Bishop has already dived into the discovery stage of her project, “Incidence of Coral Reef Disease on San Salvador Island.” From March 19-24 during spring break, she and her Geology and Ecology of the Bahamas class traveled to the Bahamas for field study. While there, Bishop began the preliminary work of her project, scoping out sample sites and inspecting coral diseases.

Bishop’s overall research goal seeks to continue the monitoring of coral reefs, while using the findings to help establish a marine reserve with active management and a regulations enforcement plan for San Salvador’s reef system. Dr. René Shroat-Lewis, assistant professor of paleontology and geoscience in the Department of Earth Sciences, serves as her advisor.
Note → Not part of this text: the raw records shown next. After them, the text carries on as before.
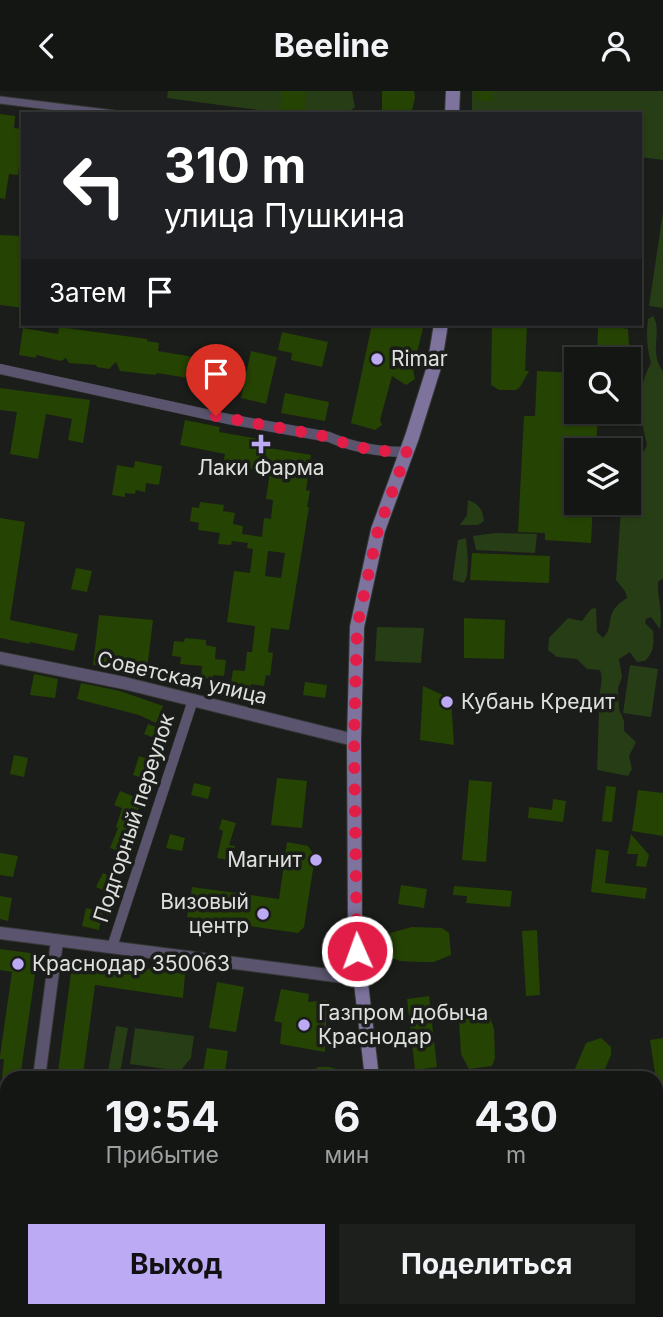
<!DOCTYPE html>
<html lang="ru">
<meta charset="utf-8">
<style>
:root{--surface:#141614;--page:#1d1f1d;--text:#f1f3f6;--muted:#9d9fa0;--line:#333534;--accent:#bcaaf5}
body{margin:0;font-family:Inter,sans-serif;background:var(--page);color:var(--text);height:100vh;display:flex;flex-direction:column;font-size:26px;white-space:nowrap}
*{box-sizing:border-box;margin:0}
p{font-size:23px;color:var(--muted)}
.icon{flex:none;width:38px;height:38px;fill:none;stroke:currentColor;stroke-width:2;stroke-linecap:round;stroke-linejoin:round}
.map{position:relative;flex:1;overflow:hidden}
.details{position:absolute;left:0px;top:980px;width:663px;height:247px;display:flex;flex-direction:column;background:var(--surface);border-radius:21px 21px 0 0;box-shadow:0 2px 5px #0004,0 0 0 2px var(--line)}
.details>*{flex:none}
.top-card{position:absolute;left:21px;top:21px;width:621px;height:214px;border-radius:0px;box-shadow:0 2px 5px #0004,0 0 0 2px var(--line);background:#202124;color:#fff;overflow:hidden}
.tools{position:absolute;left:564px;top:256px;display:grid;gap:14px}
.tools a{display:grid;place-items:center;width:77px;height:77px;border-radius:0px;background:var(--surface);box-shadow:0 2px 5px #0004,0 0 0 2px var(--line);font-size:35px}
.pin{position:absolute;display:grid;place-items:center;width:60px;height:60px;color:#fff;margin:-72px -30px;border-radius:50% 50% 50% 0;rotate:-45deg;box-shadow:0 0 7px #0007}
.pin .icon{rotate:45deg}
.me{position:absolute;width:77px;margin:-38px;rotate:358deg;stroke-linejoin:round;filter:drop-shadow(0 0 5px #0008)}
.turn{display:flex;align-items:center;gap:24px;height:147px;padding:0 28px;font-size:32px}
.turn .icon{width:91px;height:91px;stroke-width:2.5}
.turn b{display:block;font-size:49px;line-height:60px}
.then{display:flex;align-items:center;height:66px;padding:0 28px;background:#0003;gap:14px;font-size:26px}
.eta{display:flex;justify-content:space-evenly;align-items:center;height:119px;text-align:center}
.eta b{font-size:42px;font-weight:700;line-height:49px}
.primary-button{display:flex;gap:14px;margin-top:auto;padding:14px 28px}
.primary-button a{flex:1;height:80px;border-radius:0px;background:var(--accent);color:#111;font-size:28px;font-weight:700;line-height:80px;text-align:center}
.primary-button a+a{background:var(--page);color:var(--text)}
header{display:flex;justify-content:space-between;align-items:center;height:91px;padding:0 28px;background:var(--surface);font-size:32px;font-weight:700}
.map>svg:first-child{display:block}
.green{fill:#273d15}
.building{fill:#254303;fill-rule:evenodd}
.lines{fill:none;stroke-linecap:round;stroke-linejoin:round}
.pedestrian-casing{stroke:#363835;stroke-width:9}
.minor-casing{stroke:#363835;stroke-width:11}
.tertiary-casing{stroke:#363835;stroke-width:14}
.secondary-casing{stroke:#363835;stroke-width:16}
.pedestrian{stroke:#5a546e;stroke-width:7}
.minor{stroke:#5a546e;stroke-width:10}
.tertiary{stroke:#5a546e;stroke-width:12}
.secondary{stroke:#7d739d;stroke-width:14}
.route{stroke:#e11d48;stroke-width:12;stroke-dasharray:0 21.6}
.poi-dot{fill:#bcaaf5;stroke:#1b1d1a;stroke-width:2.5}
.labels{text-anchor:middle;stroke-width:7;stroke-linejoin:round;paint-order:stroke}
.poi-label{font-size:21px;fill:#dee0dd;stroke:#1b1d1a;text-anchor:start}
.street-label{font-size:21px;fill:#dee0dd;stroke:#1b1d1a}
</style>
<header><svg class="icon" aria-label="back" viewBox="0 0 24 24"><path d="M15 5l-7 7 7 7"/></svg>Beeline<svg class="icon" aria-label="person" viewBox="0 0 24 24"><circle cx="12" cy="8" r="4"/><path d="M4 21q1-7 8-7t8 7"/></svg></header>
<div class="map">
<svg width="663" height="1226" viewBox="0 0 663 1226">
<rect width="100%" height="100%" fill="#1b1d1a"/>
<!-- green -->
<g class="green">
<polygon points="168,0 352,0 355,16 346,23 288,23 167,7"/>
<polygon points="472,0 663,0 663,69 641,66 640,23 472,23"/>
<polygon points="663,121 663,217 649,215"/>
<path d="M653,225C663,240 648,261 663,280V487L658,491C657,508 663,516 660,538L651,526L646,528L645,532L653,540C654,553 654,561 645,570L637,571L630,561L619,568L622,586L618,597L619,618L624,630V640L636,651L629,665L632,678L628,685L597,679L599,620C596,606 605,592 600,579L587,578L577,568L557,566L548,559L549,547L568,527L582,530L591,518L596,517L597,541L603,547C616,534 602,522 627,507L625,500L616,489L621,418L622,411H628C628,398 626,383 634,372C638,365 643,363 647,354C640,323 635,302 651,272C647,258 646,243 648,228Z"/>
<path d="M468,409C479,413 483,419 484,430L478,434H460L467,424Z"/>
<polygon points="495,442 537,443 535,462 476,459 473,445"/>
<polygon points="466,447 468,470 467,484 464,492 453,489 453,484 458,449"/>
<polygon points="377,536 424,537 421,572 375,570"/>
<polygon points="630,574 658,578 651,626 623,622"/>
<polygon points="116,935 128,937 120,982 108,980"/>
<polygon points="135,937 194,945 191,967 180,980 130,973"/>
</g>
<!-- building -->
<g class="building">
<polygon points="282,0 306,0 304,22 280,20"/>
<polygon points="382,0 414,0 415,7 412,19 409,23 386,23 386,20 382,20"/>
<polygon points="474,0 493,0 493,10 478,10"/>
<polygon points="0,23 15,25 14,37 23,38 18,84 9,83 5,108 0,107"/>
<polygon points="0,144 22,145 19,188 23,188 23,217 0,214"/>
<polygon points="372,233 424,233 413,278 415,288 406,294 392,285 380,329 382,334 375,339 351,332"/>
<polygon points="492,233 527,233 525,280 529,280 520,296 516,299 499,299 491,294"/>
<polygon points="609,233 622,233 622,237 628,238 630,268 597,267 598,236 609,236"/>
<polygon points="59,236 147,248 147,250 159,252 158,260 217,270 213,291 157,282 155,284 120,280 116,271 109,278 97,276 96,274 69,272 66,267 61,270 36,264 36,267 19,264 23,237 58,243"/>
<polygon points="282,241 328,251 322,276 291,269 292,262 278,259"/>
<polygon points="251,260 277,266 266,313 241,307"/>
<polygon points="537,280 576,282 576,320 598,320 596,359 576,359 576,411 593,411 591,452 545,449 545,442 518,441 524,325 535,325"/>
<polygon points="0,297 90,309 83,352 68,349 72,328 46,323 38,368 10,363 17,321 0,319"/>
<polygon points="285,302 329,311 325,330 281,322"/>
<path d="M185,329L220,336L219,341L270,350L269,357L311,364L306,399L310,400L307,416H309L289,539L271,537L268,561L273,562L270,585L266,584L264,595L251,593L250,604L235,602L236,592L231,591L233,579L245,580L247,561H252L255,535L227,531L234,480L250,482L253,458L247,457L248,452L232,450L231,454L218,453L220,442L198,439L199,432L190,430L192,416L199,417L200,411L224,414L223,420L235,422L233,433L243,435L242,443L262,446L264,427L271,428L273,409L266,408L270,381L223,373L225,363L180,354ZM268,460L285,462L281,487L265,485Z"/>
<polygon points="135,370 162,375 159,394 146,392 145,401 136,399 135,403 125,402 125,406 112,404 117,374 134,377"/>
<polygon points="0,427 25,431 10,529 78,543 74,560 30,551 30,553 0,547"/>
<polygon points="472,462 550,465 549,492 470,489"/>
<polygon points="76,477 92,480 87,501 71,498"/>
<polygon points="99,524 153,529 147,579 93,574"/>
<polygon points="464,527 505,529 504,568 464,567"/>
<polygon points="185,547 206,549 206,554 216,556 215,568 226,569 224,585 213,584 213,588 201,587 202,575 180,573 181,566 172,565 174,550 184,551"/>
<polygon points="34,583 58,588 55,607 30,604"/>
<polygon points="305,591 327,594 325,607 303,604"/>
<polygon points="81,592 120,600 163,615 156,632 139,624 77,608"/>
<polygon points="423,595 451,608 454,654 420,649"/>
<polygon points="148,633 168,640 164,651 144,643"/>
<polygon points="14,664 28,667 24,686 10,683"/>
<polygon points="139,665 155,670 148,689 133,684"/>
<polygon points="277,687 307,690 302,737 271,734"/>
<polygon points="469,689 492,691 486,771 462,769"/>
<polygon points="194,692 211,696 208,708 191,704"/>
<polygon points="606,695 616,696 612,731 602,730"/>
<polygon points="638,699 663,702 663,745 632,740"/>
<polygon points="120,700 143,709 136,723 124,762 110,757 118,737 116,736 122,717 114,714"/>
<polygon points="553,708 566,710 563,731 528,727 529,716 552,719"/>
<polygon points="222,728 236,732 229,754 235,755 232,770 217,767 223,740 219,738"/>
<polygon points="170,743 185,747 182,760 166,757"/>
<polygon points="631,743 649,764 646,776 636,775 638,763 627,763"/>
<polygon points="287,751 308,755 315,766 304,836 298,842 187,826 192,796 279,808"/>
<polygon points="596,758 609,760 605,792 647,797 645,808 591,801"/>
<polygon points="0,762 18,765 13,786 0,784"/>
<polygon points="103,782 118,789 111,803 96,796"/>
<polygon points="401,794 427,798 424,817 398,813"/>
<polygon points="454,795 512,800 510,816 466,812 467,805 453,804"/>
<polygon points="0,805 12,807 8,830 0,828"/>
<polygon points="86,817 103,821 99,839 82,835"/>
<polygon points="412,836 442,837 449,842 451,864 434,871 422,871 400,870 392,867 390,842"/>
<polygon points="537,839 540,904 526,905 522,840"/>
<polygon points="0,858 38,863 20,987 2,987 4,968 0,968 0,965 12,881 0,879"/>
<polygon points="73,867 185,883 183,907 95,894 83,984 58,981"/>
<polygon points="217,891 244,896 236,941 209,937"/>
<polygon points="281,898 309,903 308,911 327,909 325,961 280,953 282,932 274,930"/>
<polygon points="429,905 437,976 415,979 407,908"/>
<polygon points="487,917 494,938 495,967 492,975 469,978 461,963 459,929 462,920"/>
<polygon points="601,947 611,956 611,964 601,987 571,987 586,952"/>
<polygon points="663,947 663,1002 658,1002 650,949"/>
<polygon points="207,957 228,960 224,987 202,987"/>
<polygon points="319,976 329,976 339,979 339,987 294,987"/>
</g>
<g class="lines">
<defs>
<polyline id="pedestrian" points="0,9 114,23"/>
<g id="minor">
<path d="M0,278L228,328L329,346C354,357 381,361 407,361"/>
<polyline points="112,856 193,609"/>
<polyline points="185,1220 186,1226"/>
<polyline points="317,1220 318,1226"/>
</g>
<g id="tertiary">
<polyline points="0,567 124,592 354,649"/>
<polyline points="0,842 359,888"/>
<polyline points="39,987 57,850"/>
<polyline points="5,1226 7,1210"/>
</g>
<g id="secondary">
<polyline points="452,23 453,0"/>
<polyline points="372,987 355,840 354,649 357,536 378,439 412,346 434,276 441,233"/>
<polyline points="0,1123 7,1124"/>
<polyline points="402,1220 403,1226"/>
</g>
</defs>
<!-- pedestrian casing -->
<use href="#pedestrian" class="pedestrian-casing"/>
<!-- minor casing -->
<use href="#minor" class="minor-casing"/>
<!-- tertiary casing -->
<use href="#tertiary" class="tertiary-casing"/>
<!-- secondary casing -->
<use href="#secondary" class="secondary-casing"/>
<!-- pedestrian -->
<use href="#pedestrian" class="pedestrian"/>
<!-- minor -->
<use href="#minor" class="minor"/>
<!-- tertiary -->
<use href="#tertiary" class="tertiary"/>
<!-- secondary -->
<use href="#secondary" class="secondary"/>
</g>
<g class="lines">
<!-- route -->
<path class="route" d="M216,325L329,346C353,357 381,361 407,361L378,439L357,536L354,649L357,860"/>
</g>
<!-- markers -->
<g class="poi-dot">
<circle cx="377" cy="268" r="7"/>
<path d="M257.5 342.5h7v7h7v7h-7v7h-7v-7h-7v-7h7z"/>
<circle cx="447" cy="611" r="7"/>
<circle cx="316" cy="769" r="7"/>
<circle cx="263" cy="823" r="7"/>
<circle cx="18" cy="873" r="7"/>
<circle cx="304" cy="934" r="7"/>
</g>
<g class="labels">
<!-- poi labels -->
<g class="poi-label">
<text x="391" y="275">Rimar</text>
<text x="261" y="384" text-anchor="middle">Лаки Фарма</text>
<text x="461" y="618">Кубань Кредит</text>
<text x="302" y="776" text-anchor="end">Магнит</text>
<text x="249" y="818" text-anchor="end">Визовый<tspan x="249" dy="24">центр</tspan></text>
<text x="32" y="880">Краснодар 350063</text>
<text x="318" y="929">Газпром добыча<tspan x="318" dy="24">Краснодар</tspan></text>
</g>
<!-- street labels -->
<g class="street-label">
<text transform="translate(182 587) rotate(13)" y="7">Советская улица</text>
<text transform="translate(134 727) rotate(-72)" y="7">Подгорный переулок</text>
</g>
</g>
</svg>
<div class="tools">
<a><svg class="icon" aria-label="search" viewBox="0 0 24 24"><circle cx="10" cy="10" r="6"/><path d="M15 15l6 6"/></svg></a>
<a><svg class="icon" aria-label="layers" viewBox="0 0 24 24"><path d="M12 4l9 5-9 5-9-5zM3 14l9 5 9-5"/></svg></a>
</div>
<div class="pin" style="left:216px;top:325px;background:#d93025"><svg class="icon" aria-label="arrive" viewBox="0 0 24 24"><path d="M6 21V4h12l-3 4 3 4H6"/></svg></div>
<svg class="me" style="left:357px;top:860px" viewBox="-20 -20 40 40"><circle r="17" fill="#e11d48" stroke="#fff" stroke-width="3"/><path d="M0-11L8 9 0 5-8 9z" fill="#fff"/></svg>
<div class="top-card">
<div class="turn"><svg class="icon" aria-label="left" viewBox="0 0 24 24"><path d="M17 20v-9H6M10 6l-5 5 5 5"/></svg><div><b>310 m</b>улица Пушкина</div></div>
<div class="then">Затем<svg class="icon" aria-label="arrive" viewBox="0 0 24 24"><path d="M6 21V4h12l-3 4 3 4H6"/></svg></div>
</div>
<section class="details">
<div class="eta">
<div><b>19:54</b><p>Прибытие</p></div>
<div><b>6</b><p>мин</p></div>
<div><b>430</b><p>m</p></div>
</div>
<div class="primary-button"><a>Выход</a><a>Поделиться</a></div>
</section>
</div>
Bishop will complete her bachelor’s degree in geology in 2020, and afterward, plans to head to graduate school to study oceanography.

Not only is Bishop thrilled to do the research she enjoys, she’s also grateful to have the university’s support, expressed through the Signature Experience Award, to back her in her endeavors.

“The Signature Experience Award has been extremely important for me,” Bishop said. “Because my research focuses on an area outside of the United States, the costs associated with my project are a bit high. If it weren’t for the help and support I’ve received from the Signature Experience Award, I wouldn’t be able to conduct such exciting and unique research.”